Le triomphe de Berset est la 2e augmentation de l’âge de la retraite des femmes obtenue par un·e ministre du Parti socialiste suisse (PSS), après le passage à 64 ans par Dreyfuss en 1997. La plus grosse attaque capitaliste et sexiste post-14 juin 2019 a ainsi été portée par des membres du PSS. Ils·elles ont mené campagne avec ardeur, amenant des voix de gauche à soutenir AVS 21 ou à garder un silence complice.
En 2017 avec PV2020, le PSS et l’ Union syndicale suisse (USS) avaient déjà soutenu l’augmentation, prétendant que les mesures transitoires « compenseraient » le sacrifice des femmes. Si, en 2022, ils ont retourné leur veste et font mine de rien, c’est seulement grâce au mouvement féministe. La confusion qui en a résulté les rend responsables de l’échec du non.
Participer au gouvernement signifie avant tout défendre des projets de droite. C’est le démantèlement social et la social-traîtrise dans toute sa splendeur. Tenir au pouvoir au détriment de la classe qu’il prétend défendre, et refuser de voir que le système ne leur laisse que des miettes.

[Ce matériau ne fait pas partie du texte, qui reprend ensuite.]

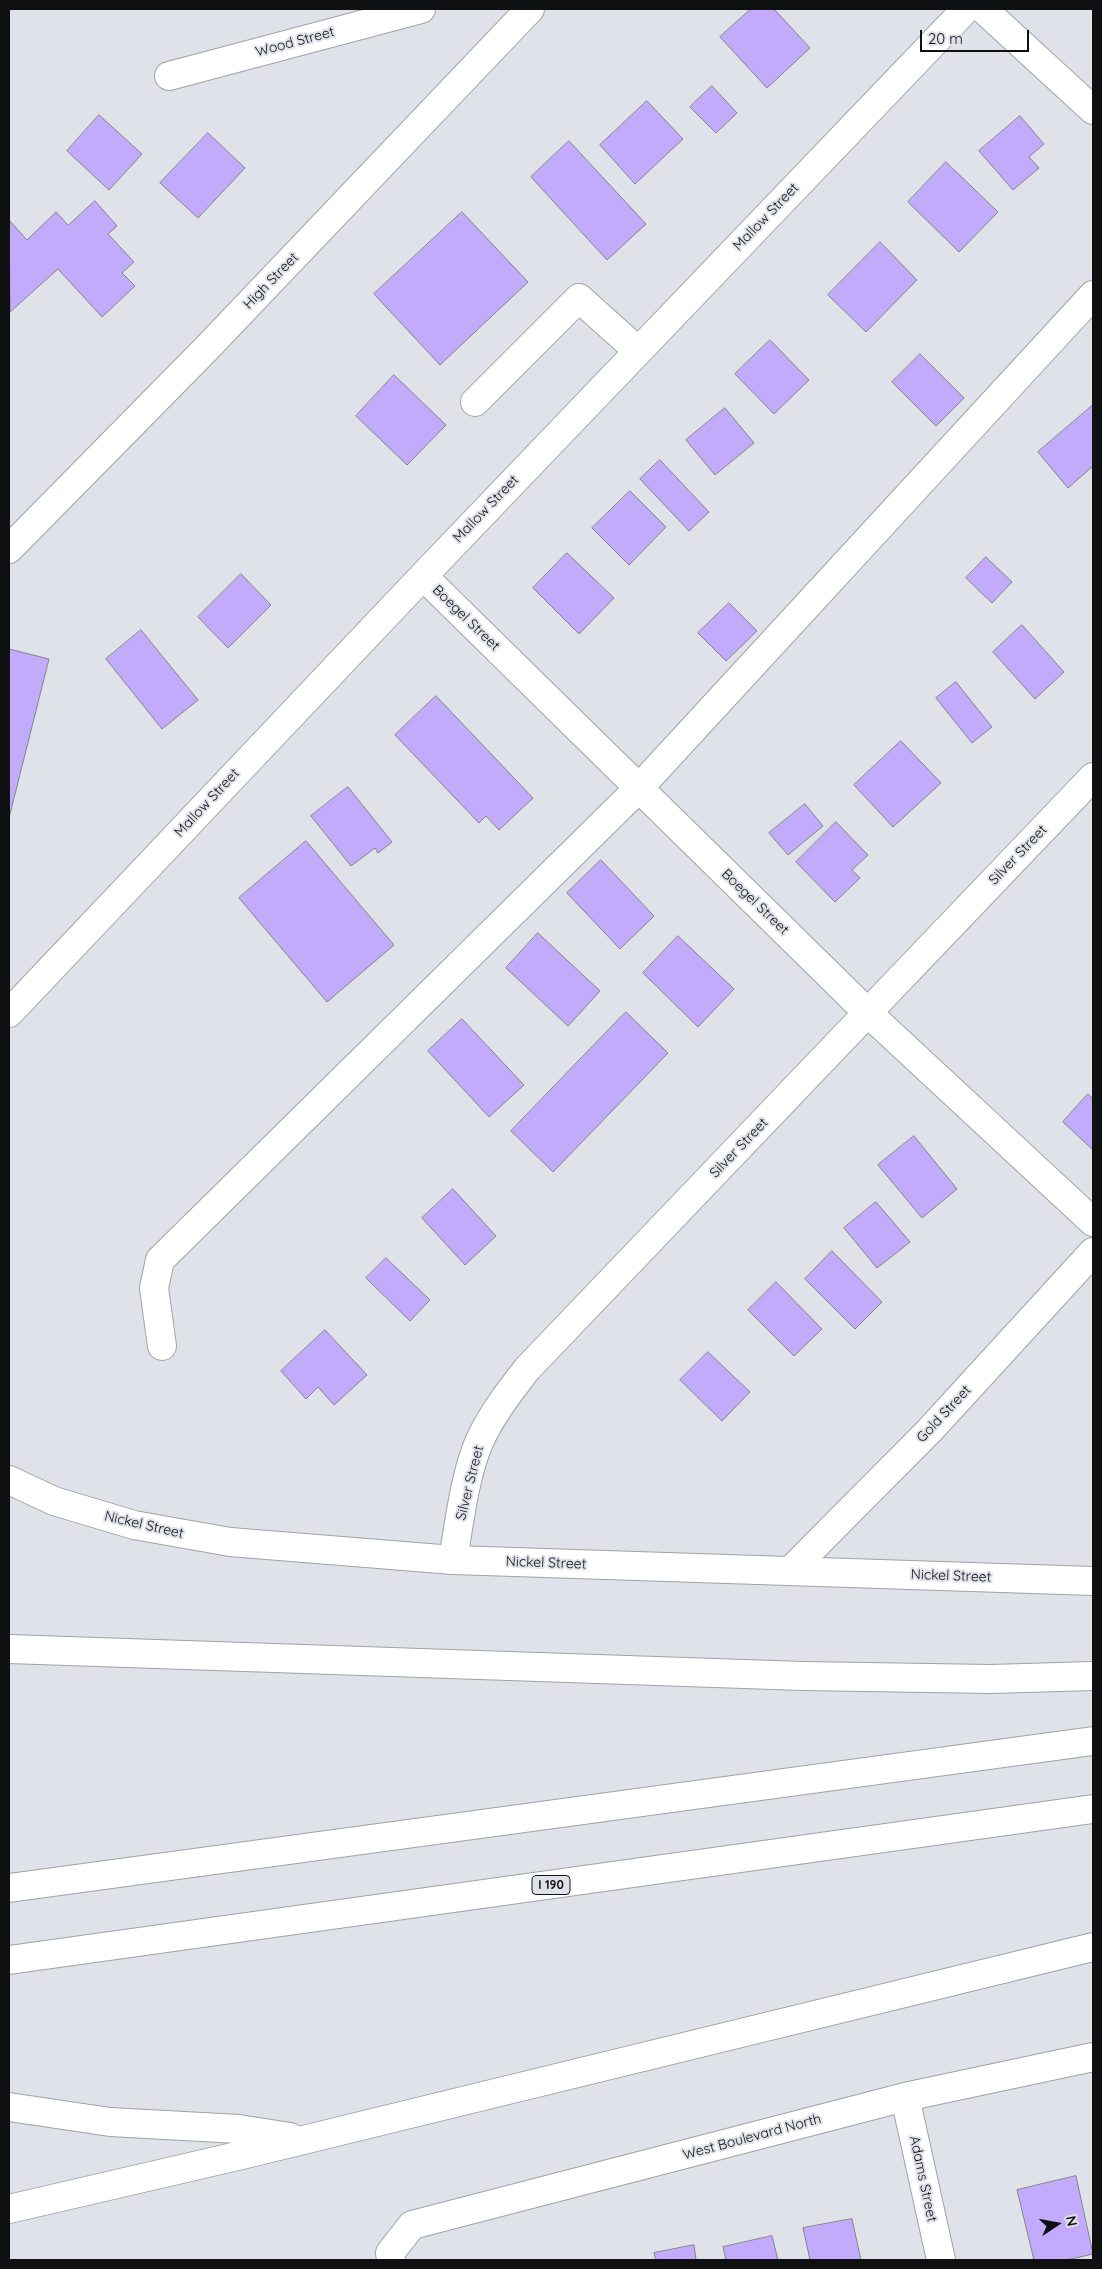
<!DOCTYPE html>
<html>
<head>
<meta charset="utf-8">
<style>
  body { margin:0 }
  #map { position:relative; width:1102px; height:2269px; overflow:hidden; background:#dfe2e9; font-family:Quicksand,sans-serif }
  canvas { display:block }
  .frame { position:absolute; inset:0; border:10px solid #0f1012; pointer-events:none }
  .north { position:absolute; left:1032px; top:2199px; width:50px; height:50px; -webkit-text-stroke:4px #dfe2e9; paint-order:stroke; rotate:78deg; font-size:14px; font-weight:700; line-height:20px; text-align:center; color:#0f1012 }
  .north::after { content:''; display:block; margin:auto; width:18px; height:22px; background:#0f1012; clip-path:polygon(50% 0,100% 100%,50% 72%,0 100%) }
  .scale { position:absolute; left:920px; top:30px; width:109px; height:22px; box-sizing:border-box; border:2px solid #0f1012; border-top:0; padding-left:6px; font-size:15px; line-height:18px; white-space:nowrap; color:#0f1012; -webkit-text-stroke:4px #dfe2e9; paint-order:stroke }
</style>
</head>
<body>
<div id="map">
<canvas width="1102" height="2269"></canvas>
<div class="frame"></div>
<div class="north">N</div>
<div class="scale">20 m</div>
</div>
<script>
const context = document.querySelector('canvas').getContext('2d');
context.lineJoin = 'round';
function paint(path, color) { context.fillStyle = color; context.fill(path, 'evenodd'); }
function stroke(path, color, width, dash) { context.strokeStyle = color; context.lineWidth = width; context.lineCap = dash ? 'butt' : 'round'; context.setLineDash(dash || []); context.stroke(path); }
function label(font, color, halo, rows, align = 'center') {
  context.font = font + ' Quicksand,sans-serif'; context.lineWidth = 4; context.setLineDash([]); context.textBaseline = 'middle'; context.strokeStyle = halo; context.fillStyle = color; for (const [text, x, y, turn = 0] of rows) {
    context.save(); context.translate(x, y); context.rotate((+turn || 0) * Math.PI / 180); context.textAlign = isNaN(turn) ? turn : align; if (halo) context.strokeText(text, 0, 0); context.fillText(text, 0, 0); context.restore();
  }
}
const building = new Path2D(`
  M751 9H774L810 48 767 88 720 37Z
  M712 86 737 113 716 133 690 107Z
  M647 101 683 139 635 184 600 145Z
  M99 115 142 154 109 190 67 151Z
  M1020 116 1044 144 1029 157 1039 168 1013 190 979 151Z
  M208 133 245 168 198 218 160 183Z
  M569 141 646 224 607 260 531 177Z
  M946 162 998 212 959 252 908 202Z
  M95 201 117 226 108 234 134 262 122 273 135 286 102 317 58 269 10 312 9 220 27 240 56 212 68 225Z
  M462 212 528 282 440 365 374 294Z
  M880 242 917 280 866 332 828 295Z
  M770 340 809 380 774 414 735 374Z
  M920 354 964 398 936 426 892 382Z
  M394 375 446 425 407 465 356 416Z
  M1093 405V466L1068 488 1038 452Z
  M725 408 754 443 715 475 686 440Z
  M660 460 709 512 689 531 640 479Z
  M630 491 666 527 629 565 592 528Z
  M567 553 614 598 579 634 533 588Z
  M986 557 1012 582 992 603 966 578Z
  M241 574 271 605 228 648 198 617Z
  M729 603 757 631 726 661 698 633Z
  M1022 625 1064 672 1035 699 993 652Z
  M141 630 198 700 162 729 106 659Z
  M9 649 49 659 9 818Z
  M956 682 992 727 972 743 936 698Z
  M436 696 533 798 499 830 486 816 479 823 395 735Z
  M901 741 941 783 893 827 854 785Z
  M348 787 392 842 378 853 375 848 351 866 311 816Z
  M805 804 823 826 788 855 769 833Z
  M836 822 868 855 852 870 860 878 835 902 796 862Z
  M306 841 394 945 327 1002 239 898Z
  M601 860 654 916 620 949 567 893Z
  M538 933 600 991 568 1026 506 968Z
  M678 936 734 989 698 1027 643 973Z
  M626 1012 668 1053 553 1172 511 1131Z
  M462 1019 524 1085 489 1117 428 1051Z
  M1088 1094 1093 1099V1150L1063 1122Z
  M914 1136 957 1189 922 1218 878 1165Z
  M453 1189 496 1236 465 1265 422 1218Z
  M876 1202 910 1242 877 1268 844 1228Z
  M832 1251 882 1302 855 1329 805 1279Z
  M386 1258 430 1300 410 1321 366 1278Z
  M776 1282 822 1329 794 1356 748 1310Z
  M325 1330 367 1375 334 1405 318 1387 306 1399 281 1371Z
  M708 1352 750 1392 722 1421 680 1380Z
  M1076 2176 1093 2254 1067 2260H1034L1017 2190Z
  M852 2219 861 2260H810L803 2228Z
  M772 2236 778 2260H726L723 2247Z
  M694 2245 696 2260H656L654 2253Z`);
const minor = new Path2D(`
  M983 9 1093 110
  M169 76 421 9
  M475 402 579 298 638 351
  M9 549 207 348 530 9
  M423 576 868 1013 1093 1222
  M9 1013 423 576 966 9
  M162 1346 154 1288 160 1260 639 788 1093 295
  M453 1560C459 1524 465 1473 480 1440 492 1414 510 1391 527 1369L1093 777
  M790 1571 930 1430 1093 1252
  M905 2097 941 2260
  M391 2260 390 2253 412 2225 905 2097 1093 2057`);
const major = new Path2D(`
  M9 1480 54 1501 134 1525 230 1542 453 1560 1093 1581`);
const highway = new Path2D(`
  M9 1649 803 1676 991 1679 1093 1676
  M9 1888 1093 1741
  M9 1960 1093 1809
  M9 2107 110 2122 239 2129 290 2137
  M9 2209 246 2154 1093 1947`);
const shields = [
  [551,1885,38]
];
const shieldNames = [
  ["I 190",551,1885]
];
const streetNames = [
  ["Wood Street",295,42,-15],
  ["Mallow Street",766,217,-46],
  ["High Street",271,281,-46],
  ["Mallow Street",486,509,-46],
  ["Boegel Street",466,618,44],
  ["Mallow Street",207,803,-47],
  ["Silver Street",1018,855,-46],
  ["Boegel Street",755,902,44],
  ["Silver Street",739,1148,-46],
  ["Gold Street",944,1414,-47],
  ["Silver Street",470,1483,-76],
  ["Nickel Street",144,1525,13],
  ["Nickel Street",546,1563,2],
  ["Nickel Street",951,1576,2],
  ["West Boulevard North",752,2137,-15],
  ["Adams Street",923,2179,78]
];
paint(building, '#c2abfb');
stroke(building, '#848389', 1);
stroke(minor, '#9fa2a9', 30);
stroke(major, '#9fa2a9', 30);
stroke(highway, '#9fa2a9', 30);
stroke(minor, '#fff', 28);
stroke(major, '#fff', 28);
stroke(highway, '#fff', 28);
for (const [x, y, w] of shields) { const box = new Path2D(); box.roundRect(x - w / 2, y - 9.5, w, 19, 4); context.fillStyle = '#dfe2e9'; context.fill(box); stroke(box, '#0f1012', 1); }
label('bold 12px', '#0f1012', null, shieldNames);
label('14px', '#0f1012', '#dfe2e9', streetNames);
</script>
</body>
</html>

Avec les élections de 2023, le PSS va se poser en défenseur de l’égalité pour ratisser des voix qu’il ne doit qu’à la lutte sociale et à la mobilisation féministe. Toute remise en question sérieuse de la présence d’Alain Berset dans ses rangs ou de la stratégie de co-gestion de l’État avec la droite est bien entendu exclue.
Le seul espoir réside dans la lutte. Si la Romandie et les femmes ont voté non, c’est grâce à la campagne féministe, particulièrement puissante dans cette partie du pays. Seules nos mobilisations portent des fruits et font avancer l’histoire.
Le progrès social n’est pas le résultat du temps qui passe, mais de la lutte des classes. Pour arracher l’égalité, il faut maintenant transformer le désespoir en rage, la rage en force, et notre force en lutte, et nous organiser pour le 14 juin 2023 : les travailleurs·euses doivent se syndiquer et rendre les syndicats combatifs en y portant des luttes, en exigeant une vraie démocratie syndicale et en y changeant la ligne politique.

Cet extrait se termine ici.